(Beginning of Data to process)
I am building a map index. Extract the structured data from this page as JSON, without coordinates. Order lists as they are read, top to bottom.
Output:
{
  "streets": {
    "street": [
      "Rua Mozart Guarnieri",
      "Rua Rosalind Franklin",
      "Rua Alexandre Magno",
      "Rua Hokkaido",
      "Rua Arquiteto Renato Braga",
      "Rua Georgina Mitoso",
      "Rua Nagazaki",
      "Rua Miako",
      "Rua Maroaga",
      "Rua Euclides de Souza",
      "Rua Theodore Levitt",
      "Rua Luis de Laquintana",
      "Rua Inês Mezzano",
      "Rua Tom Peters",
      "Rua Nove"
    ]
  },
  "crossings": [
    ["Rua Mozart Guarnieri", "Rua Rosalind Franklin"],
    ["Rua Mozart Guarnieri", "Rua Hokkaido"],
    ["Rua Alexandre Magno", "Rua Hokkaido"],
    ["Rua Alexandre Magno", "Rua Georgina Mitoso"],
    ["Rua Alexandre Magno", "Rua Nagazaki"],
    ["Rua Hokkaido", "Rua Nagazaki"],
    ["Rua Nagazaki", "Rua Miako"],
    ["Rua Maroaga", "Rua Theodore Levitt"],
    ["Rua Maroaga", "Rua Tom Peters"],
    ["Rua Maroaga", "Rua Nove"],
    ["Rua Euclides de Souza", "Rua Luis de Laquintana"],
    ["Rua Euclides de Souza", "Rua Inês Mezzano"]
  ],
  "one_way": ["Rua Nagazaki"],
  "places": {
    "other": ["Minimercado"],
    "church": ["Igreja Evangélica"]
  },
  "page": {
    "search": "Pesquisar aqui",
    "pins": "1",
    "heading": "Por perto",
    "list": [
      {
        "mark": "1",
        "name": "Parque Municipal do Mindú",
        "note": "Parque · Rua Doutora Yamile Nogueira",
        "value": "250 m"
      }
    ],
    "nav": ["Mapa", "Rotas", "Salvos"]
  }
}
(End of Data to process)
• What you should do: How many lines in the records hold the string "Theodore"? Reply with the number only.

• Result of this task: 2